Screen and clean: a tool for identifying interactions in genome-wide association studies



Epistasis could be an important source of risk for disease. How interacting loci might be discovered is an open question for genome-wide association studies (GWAS). Most researchers limit their statistical analyses to testing individual pairwise interactions (i.e., marginal tests for association). A more effective means of identifying important predictors is to fit models that include many predictors simultaneously (i.e., higher-dimensional models). We explore a procedure called screen and clean (SC) for identifying liability loci, including interactions, by using the lasso procedure, which is a model selection tool for high-dimensional regression. We approach the problem by using a varying dictionary consisting of terms to include in the model. In the first step the lasso dictionary includes only main effects. The most promising single-nucleotide polymorphisms (SNPs) are identified using a screening procedure. Next the lasso dictionary is adjusted to include these main effects and the corresponding interaction terms. Again, promising terms are identified using lasso screening.

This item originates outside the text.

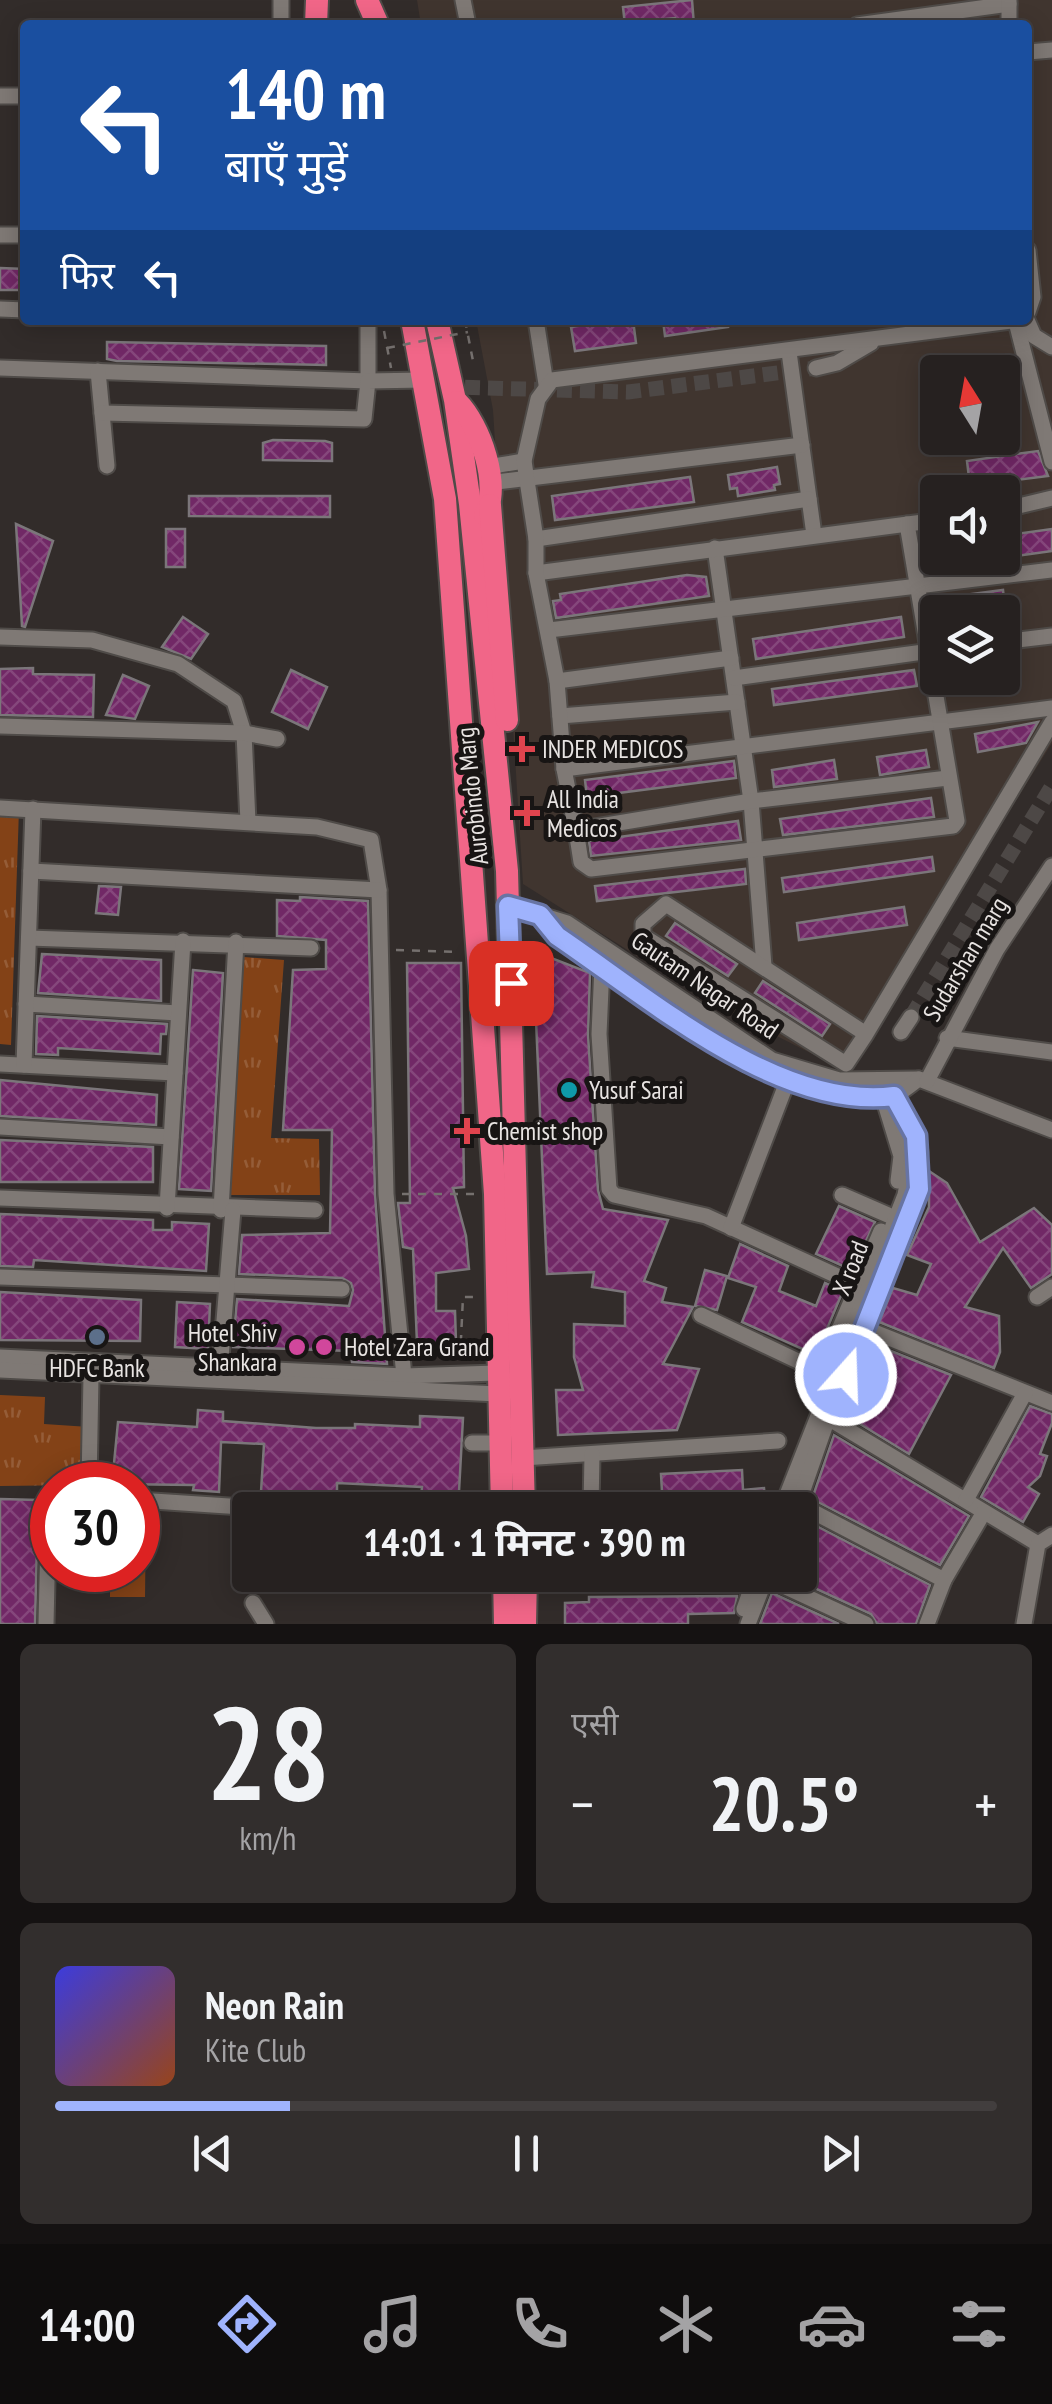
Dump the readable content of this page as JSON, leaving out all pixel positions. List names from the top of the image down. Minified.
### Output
{"streets":{"highway":["Aurobindo Marg"],"street":["Sudarshan marg","Gautam Nagar Road","X road"]},"crossings":[["Aurobindo Marg","Gautam Nagar Road"],["Sudarshan marg","Gautam Nagar Road"]],"places":{"health":["INDER MEDICOS","All India Medicos","Chemist shop"],"other":["Yusuf Sarai","HDFC Bank","Hotel Shiv Shankara","Hotel Zara Grand"]},"north":"top","page":{"turn":["140 m","बाएँ मुड़ें"],"then":"फिर","limit":"30","trip":"14:01 · 1 मिनट · 390 m","tile":[["28","km/h"],"एसी"],"heat":["−","20.5°","+"],"song":["Neon Rain","Kite Club"],"tabs":"14:00"}}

Then significant terms are identified through the cleaning process. Implementation of SC for GWAS requires algorithms to explore the complex model space induced by the many SNPs genotyped and their interactions. We propose and explore a set of algorithms and find that SC successfully controls Type I error while yielding good power to identify risk loci and their interactions. When the method is applied to data obtained from the Wellcome Trust Case Control Consortium study of Type 1 Diabetes it uncovers evidence supporting interaction within the HLA class II region as well as within Chromosome 12q24. Genet. Epidemiol. 34: 275–285, 2010. © 2010 Wiley-Liss, Inc.